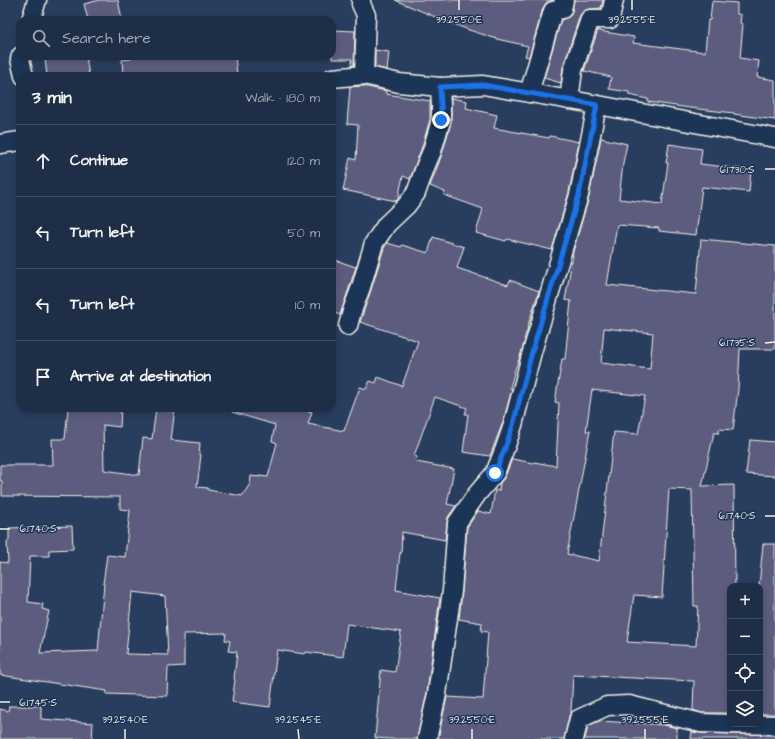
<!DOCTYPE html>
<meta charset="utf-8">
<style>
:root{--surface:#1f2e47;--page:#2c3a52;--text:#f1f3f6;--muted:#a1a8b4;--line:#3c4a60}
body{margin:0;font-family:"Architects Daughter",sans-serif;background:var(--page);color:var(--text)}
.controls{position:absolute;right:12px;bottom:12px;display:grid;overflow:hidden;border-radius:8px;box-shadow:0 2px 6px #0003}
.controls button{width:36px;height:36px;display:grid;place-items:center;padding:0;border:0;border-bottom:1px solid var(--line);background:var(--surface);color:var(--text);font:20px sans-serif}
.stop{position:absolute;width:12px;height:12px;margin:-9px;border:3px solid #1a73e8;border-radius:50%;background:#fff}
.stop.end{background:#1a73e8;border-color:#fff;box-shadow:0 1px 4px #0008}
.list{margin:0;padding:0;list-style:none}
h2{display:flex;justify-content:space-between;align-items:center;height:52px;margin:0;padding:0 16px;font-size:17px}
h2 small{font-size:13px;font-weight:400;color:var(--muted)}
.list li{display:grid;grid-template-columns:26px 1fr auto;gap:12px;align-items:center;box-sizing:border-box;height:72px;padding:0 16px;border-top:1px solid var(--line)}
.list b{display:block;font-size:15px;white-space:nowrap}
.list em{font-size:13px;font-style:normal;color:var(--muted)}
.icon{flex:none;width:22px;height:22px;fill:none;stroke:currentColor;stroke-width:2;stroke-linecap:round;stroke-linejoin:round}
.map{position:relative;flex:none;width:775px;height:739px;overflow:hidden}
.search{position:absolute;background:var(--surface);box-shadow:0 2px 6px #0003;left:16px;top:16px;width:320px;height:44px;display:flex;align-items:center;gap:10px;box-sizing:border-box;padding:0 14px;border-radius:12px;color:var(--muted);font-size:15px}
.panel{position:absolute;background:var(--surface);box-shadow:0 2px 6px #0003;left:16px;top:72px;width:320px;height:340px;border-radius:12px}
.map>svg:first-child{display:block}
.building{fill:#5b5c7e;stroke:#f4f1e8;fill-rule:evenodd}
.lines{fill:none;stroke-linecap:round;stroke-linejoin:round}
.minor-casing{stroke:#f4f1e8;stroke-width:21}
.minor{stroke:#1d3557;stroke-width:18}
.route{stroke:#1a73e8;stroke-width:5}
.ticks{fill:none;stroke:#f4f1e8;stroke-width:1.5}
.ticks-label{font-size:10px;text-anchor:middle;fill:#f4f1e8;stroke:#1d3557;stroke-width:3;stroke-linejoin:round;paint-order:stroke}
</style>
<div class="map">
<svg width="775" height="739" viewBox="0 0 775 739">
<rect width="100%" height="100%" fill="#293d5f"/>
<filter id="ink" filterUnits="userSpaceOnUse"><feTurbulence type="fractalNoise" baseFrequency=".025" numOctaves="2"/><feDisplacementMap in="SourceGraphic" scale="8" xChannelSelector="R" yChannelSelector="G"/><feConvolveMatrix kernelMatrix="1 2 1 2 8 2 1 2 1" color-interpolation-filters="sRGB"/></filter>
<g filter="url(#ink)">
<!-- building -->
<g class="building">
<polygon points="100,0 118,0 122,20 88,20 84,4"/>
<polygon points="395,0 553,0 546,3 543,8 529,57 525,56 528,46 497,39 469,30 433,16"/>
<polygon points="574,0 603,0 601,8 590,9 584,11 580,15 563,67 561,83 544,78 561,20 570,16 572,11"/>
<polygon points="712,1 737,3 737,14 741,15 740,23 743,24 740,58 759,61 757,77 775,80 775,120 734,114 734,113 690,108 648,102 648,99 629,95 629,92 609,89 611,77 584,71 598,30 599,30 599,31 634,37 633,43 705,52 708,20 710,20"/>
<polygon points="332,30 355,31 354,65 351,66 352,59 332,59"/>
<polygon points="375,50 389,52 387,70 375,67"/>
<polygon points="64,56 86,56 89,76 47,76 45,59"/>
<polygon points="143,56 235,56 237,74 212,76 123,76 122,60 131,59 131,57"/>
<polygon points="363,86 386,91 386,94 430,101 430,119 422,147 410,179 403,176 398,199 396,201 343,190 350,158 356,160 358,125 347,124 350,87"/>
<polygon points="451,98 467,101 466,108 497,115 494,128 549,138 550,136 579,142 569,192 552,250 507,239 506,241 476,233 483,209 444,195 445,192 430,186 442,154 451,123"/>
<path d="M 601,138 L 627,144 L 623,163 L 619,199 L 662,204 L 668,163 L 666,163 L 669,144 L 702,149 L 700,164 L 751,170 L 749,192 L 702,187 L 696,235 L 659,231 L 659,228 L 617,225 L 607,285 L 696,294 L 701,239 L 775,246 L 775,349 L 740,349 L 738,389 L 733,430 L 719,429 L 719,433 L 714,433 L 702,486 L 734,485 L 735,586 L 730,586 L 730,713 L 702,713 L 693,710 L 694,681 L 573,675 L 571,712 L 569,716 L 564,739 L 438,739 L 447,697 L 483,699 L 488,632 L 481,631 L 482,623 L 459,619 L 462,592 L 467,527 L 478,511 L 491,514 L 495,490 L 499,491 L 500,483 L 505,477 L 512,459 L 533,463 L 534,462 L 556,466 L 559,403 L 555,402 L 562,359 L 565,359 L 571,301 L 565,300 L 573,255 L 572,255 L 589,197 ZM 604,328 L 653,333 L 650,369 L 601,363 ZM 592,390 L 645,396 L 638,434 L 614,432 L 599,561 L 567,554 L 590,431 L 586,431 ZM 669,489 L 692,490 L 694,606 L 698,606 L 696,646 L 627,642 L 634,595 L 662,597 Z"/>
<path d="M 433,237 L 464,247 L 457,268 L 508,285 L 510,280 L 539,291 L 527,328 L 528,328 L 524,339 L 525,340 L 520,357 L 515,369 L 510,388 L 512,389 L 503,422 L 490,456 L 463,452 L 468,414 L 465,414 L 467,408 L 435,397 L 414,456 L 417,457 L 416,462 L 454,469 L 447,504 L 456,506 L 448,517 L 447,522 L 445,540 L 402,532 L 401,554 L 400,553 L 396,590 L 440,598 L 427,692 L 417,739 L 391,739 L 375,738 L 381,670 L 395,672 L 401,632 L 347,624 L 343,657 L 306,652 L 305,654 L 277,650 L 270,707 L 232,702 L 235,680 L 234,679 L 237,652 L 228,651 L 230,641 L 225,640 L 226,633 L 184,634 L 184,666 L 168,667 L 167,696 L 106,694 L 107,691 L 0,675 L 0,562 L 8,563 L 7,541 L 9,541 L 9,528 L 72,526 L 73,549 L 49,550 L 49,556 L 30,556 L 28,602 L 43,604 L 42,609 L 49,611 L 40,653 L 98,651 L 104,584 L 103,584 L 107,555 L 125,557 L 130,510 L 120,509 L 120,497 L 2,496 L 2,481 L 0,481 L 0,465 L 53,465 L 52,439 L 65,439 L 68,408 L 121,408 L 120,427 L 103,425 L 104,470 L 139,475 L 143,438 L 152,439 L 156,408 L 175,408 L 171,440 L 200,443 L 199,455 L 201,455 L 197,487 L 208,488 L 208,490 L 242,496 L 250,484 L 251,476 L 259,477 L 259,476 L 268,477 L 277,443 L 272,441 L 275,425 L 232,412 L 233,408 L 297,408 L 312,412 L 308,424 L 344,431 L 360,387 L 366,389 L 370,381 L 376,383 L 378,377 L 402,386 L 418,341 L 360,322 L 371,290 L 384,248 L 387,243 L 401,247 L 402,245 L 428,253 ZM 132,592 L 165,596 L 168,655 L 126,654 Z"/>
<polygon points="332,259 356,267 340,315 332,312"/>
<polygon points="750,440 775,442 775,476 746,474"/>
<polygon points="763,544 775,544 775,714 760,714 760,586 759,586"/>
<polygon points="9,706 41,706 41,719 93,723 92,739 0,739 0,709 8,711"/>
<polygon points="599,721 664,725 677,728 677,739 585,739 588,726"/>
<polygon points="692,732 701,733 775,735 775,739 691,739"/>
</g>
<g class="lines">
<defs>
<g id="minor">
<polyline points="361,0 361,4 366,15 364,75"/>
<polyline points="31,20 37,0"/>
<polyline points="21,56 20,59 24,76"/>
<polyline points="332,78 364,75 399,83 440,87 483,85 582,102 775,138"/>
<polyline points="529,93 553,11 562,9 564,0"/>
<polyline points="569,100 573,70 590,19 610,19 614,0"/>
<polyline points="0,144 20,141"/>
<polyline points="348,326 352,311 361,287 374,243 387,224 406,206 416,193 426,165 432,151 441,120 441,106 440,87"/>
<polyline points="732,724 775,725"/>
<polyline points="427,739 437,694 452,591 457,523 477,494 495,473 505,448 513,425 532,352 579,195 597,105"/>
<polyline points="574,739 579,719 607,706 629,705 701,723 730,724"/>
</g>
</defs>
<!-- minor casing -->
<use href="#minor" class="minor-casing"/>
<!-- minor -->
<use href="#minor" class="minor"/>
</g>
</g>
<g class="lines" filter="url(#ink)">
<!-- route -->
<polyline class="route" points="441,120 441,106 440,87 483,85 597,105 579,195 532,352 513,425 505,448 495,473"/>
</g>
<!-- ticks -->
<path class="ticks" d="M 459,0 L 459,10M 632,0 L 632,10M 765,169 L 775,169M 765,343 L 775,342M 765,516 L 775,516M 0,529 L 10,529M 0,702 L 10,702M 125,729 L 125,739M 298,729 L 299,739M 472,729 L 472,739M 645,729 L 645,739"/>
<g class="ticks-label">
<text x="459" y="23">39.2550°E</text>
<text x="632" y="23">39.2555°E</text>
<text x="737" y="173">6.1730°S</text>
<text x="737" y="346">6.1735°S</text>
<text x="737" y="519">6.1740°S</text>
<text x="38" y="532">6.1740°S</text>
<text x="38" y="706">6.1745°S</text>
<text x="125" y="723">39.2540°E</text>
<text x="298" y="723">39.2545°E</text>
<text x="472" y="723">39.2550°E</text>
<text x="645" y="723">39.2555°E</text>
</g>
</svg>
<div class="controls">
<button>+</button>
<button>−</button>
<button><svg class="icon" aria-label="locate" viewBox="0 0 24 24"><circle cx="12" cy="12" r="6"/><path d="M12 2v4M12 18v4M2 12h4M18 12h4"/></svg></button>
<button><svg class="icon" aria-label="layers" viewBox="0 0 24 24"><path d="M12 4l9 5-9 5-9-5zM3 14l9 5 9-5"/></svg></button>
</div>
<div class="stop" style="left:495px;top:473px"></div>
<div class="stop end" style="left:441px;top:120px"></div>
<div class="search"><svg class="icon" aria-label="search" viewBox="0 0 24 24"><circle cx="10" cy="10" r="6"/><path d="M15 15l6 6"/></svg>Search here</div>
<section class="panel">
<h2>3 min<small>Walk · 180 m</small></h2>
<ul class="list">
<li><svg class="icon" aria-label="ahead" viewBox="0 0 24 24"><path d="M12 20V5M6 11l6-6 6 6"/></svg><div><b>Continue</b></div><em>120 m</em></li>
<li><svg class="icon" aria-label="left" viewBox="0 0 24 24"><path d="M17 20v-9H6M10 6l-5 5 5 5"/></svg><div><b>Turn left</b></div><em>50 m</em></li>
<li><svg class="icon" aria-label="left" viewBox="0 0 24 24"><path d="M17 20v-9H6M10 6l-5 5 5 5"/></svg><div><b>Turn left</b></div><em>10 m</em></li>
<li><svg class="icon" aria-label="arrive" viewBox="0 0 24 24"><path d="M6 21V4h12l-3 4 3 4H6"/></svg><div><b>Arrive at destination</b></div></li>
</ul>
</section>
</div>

...

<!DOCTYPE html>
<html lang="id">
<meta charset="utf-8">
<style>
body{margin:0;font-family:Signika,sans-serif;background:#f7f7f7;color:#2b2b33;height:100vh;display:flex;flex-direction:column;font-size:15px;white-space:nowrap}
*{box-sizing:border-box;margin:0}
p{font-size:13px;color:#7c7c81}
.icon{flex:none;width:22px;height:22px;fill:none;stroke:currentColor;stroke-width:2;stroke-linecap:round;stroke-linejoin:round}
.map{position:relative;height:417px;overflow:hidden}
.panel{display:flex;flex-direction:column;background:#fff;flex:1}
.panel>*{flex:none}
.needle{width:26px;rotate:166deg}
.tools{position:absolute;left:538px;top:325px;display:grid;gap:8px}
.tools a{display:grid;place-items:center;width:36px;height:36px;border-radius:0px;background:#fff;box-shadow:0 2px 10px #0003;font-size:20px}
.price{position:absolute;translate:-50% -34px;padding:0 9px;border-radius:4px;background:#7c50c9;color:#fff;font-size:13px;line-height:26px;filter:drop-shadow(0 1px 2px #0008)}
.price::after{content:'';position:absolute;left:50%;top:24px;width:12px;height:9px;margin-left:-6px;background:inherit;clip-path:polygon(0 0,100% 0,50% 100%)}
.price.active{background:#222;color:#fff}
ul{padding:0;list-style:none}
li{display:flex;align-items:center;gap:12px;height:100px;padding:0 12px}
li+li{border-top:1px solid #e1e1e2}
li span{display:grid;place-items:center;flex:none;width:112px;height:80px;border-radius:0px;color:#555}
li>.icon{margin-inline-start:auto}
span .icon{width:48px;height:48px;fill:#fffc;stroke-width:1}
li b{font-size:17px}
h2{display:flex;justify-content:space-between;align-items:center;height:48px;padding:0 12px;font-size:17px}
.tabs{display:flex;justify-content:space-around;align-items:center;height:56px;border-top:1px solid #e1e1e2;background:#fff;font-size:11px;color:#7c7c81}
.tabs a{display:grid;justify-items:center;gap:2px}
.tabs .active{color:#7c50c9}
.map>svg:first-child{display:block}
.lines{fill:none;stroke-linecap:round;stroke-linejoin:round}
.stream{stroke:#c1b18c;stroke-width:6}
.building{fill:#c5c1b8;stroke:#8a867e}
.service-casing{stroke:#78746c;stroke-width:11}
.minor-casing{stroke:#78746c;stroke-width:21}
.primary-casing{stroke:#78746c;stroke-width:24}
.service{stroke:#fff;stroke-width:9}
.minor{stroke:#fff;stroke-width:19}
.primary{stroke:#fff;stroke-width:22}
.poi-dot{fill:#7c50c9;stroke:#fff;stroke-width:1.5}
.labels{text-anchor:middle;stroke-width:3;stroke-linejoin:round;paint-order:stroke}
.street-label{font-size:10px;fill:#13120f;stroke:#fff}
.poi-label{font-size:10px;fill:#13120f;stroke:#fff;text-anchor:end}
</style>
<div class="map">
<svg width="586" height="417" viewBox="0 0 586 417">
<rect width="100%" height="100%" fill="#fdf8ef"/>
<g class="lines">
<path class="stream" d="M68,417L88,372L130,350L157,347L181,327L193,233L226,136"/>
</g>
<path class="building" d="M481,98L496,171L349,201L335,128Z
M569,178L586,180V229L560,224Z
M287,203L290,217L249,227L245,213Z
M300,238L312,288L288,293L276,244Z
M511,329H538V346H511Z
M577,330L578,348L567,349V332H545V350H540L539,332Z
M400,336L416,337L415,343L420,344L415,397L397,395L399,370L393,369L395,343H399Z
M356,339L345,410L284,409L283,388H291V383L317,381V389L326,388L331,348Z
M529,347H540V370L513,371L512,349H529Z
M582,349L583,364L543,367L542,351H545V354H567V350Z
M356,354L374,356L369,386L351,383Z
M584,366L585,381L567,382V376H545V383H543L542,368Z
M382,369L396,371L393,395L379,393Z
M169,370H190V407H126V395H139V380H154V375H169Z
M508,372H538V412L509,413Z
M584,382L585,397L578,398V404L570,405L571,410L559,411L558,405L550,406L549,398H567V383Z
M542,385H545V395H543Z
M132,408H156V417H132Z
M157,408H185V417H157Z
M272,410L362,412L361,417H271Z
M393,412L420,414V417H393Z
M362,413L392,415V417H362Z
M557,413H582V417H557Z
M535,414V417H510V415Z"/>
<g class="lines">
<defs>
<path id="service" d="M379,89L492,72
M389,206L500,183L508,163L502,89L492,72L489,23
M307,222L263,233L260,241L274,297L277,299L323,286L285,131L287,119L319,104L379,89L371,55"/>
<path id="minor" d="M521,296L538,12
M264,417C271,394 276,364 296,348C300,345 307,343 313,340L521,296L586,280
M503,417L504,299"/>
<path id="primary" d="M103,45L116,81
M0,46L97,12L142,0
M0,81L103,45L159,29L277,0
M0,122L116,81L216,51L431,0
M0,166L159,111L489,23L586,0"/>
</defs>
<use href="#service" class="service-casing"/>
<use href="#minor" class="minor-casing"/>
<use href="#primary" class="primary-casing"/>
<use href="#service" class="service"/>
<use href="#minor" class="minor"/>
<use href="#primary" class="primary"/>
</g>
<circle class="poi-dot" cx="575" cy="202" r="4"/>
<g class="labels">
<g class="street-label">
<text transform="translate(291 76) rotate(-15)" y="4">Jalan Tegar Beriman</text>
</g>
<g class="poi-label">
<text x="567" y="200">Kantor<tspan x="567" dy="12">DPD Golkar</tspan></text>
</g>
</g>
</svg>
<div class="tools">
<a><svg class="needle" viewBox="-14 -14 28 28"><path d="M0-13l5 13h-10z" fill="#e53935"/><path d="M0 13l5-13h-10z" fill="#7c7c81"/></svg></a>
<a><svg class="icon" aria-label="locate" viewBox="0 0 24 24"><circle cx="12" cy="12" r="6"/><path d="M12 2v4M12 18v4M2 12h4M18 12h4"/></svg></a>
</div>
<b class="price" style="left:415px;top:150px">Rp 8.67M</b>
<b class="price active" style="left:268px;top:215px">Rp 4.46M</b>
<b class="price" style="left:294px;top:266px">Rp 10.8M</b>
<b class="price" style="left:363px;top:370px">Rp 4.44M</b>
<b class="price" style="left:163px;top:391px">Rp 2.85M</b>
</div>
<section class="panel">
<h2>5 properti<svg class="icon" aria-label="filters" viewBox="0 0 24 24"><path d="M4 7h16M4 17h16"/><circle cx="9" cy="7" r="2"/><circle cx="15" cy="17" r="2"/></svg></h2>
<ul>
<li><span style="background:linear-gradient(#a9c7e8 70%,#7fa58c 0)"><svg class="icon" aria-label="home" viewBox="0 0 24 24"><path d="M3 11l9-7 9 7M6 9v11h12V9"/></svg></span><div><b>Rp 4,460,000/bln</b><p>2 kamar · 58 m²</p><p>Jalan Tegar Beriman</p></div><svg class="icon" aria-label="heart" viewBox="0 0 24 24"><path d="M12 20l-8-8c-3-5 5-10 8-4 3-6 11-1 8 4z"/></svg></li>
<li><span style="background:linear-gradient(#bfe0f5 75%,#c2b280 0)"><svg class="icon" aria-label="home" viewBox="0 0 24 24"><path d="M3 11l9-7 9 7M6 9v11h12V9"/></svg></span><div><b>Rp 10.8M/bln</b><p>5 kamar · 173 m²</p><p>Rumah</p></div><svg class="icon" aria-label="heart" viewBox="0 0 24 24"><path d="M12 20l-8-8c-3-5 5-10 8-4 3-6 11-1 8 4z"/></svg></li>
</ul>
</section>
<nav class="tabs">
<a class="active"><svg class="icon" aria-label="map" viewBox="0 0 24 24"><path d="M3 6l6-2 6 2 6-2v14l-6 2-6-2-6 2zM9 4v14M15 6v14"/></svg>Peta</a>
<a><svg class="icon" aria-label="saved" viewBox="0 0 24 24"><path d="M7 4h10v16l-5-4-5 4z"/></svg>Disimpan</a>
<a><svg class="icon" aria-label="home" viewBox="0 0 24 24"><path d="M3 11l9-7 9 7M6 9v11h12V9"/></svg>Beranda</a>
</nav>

▸ **TRY IT**
Copy every line of the data where "labels" is found.

▸ **YOUR SOLUTION**
.labels{text-anchor:middle;stroke-width:3;stroke-linejoin:round;paint-order:stroke}
<g class="labels">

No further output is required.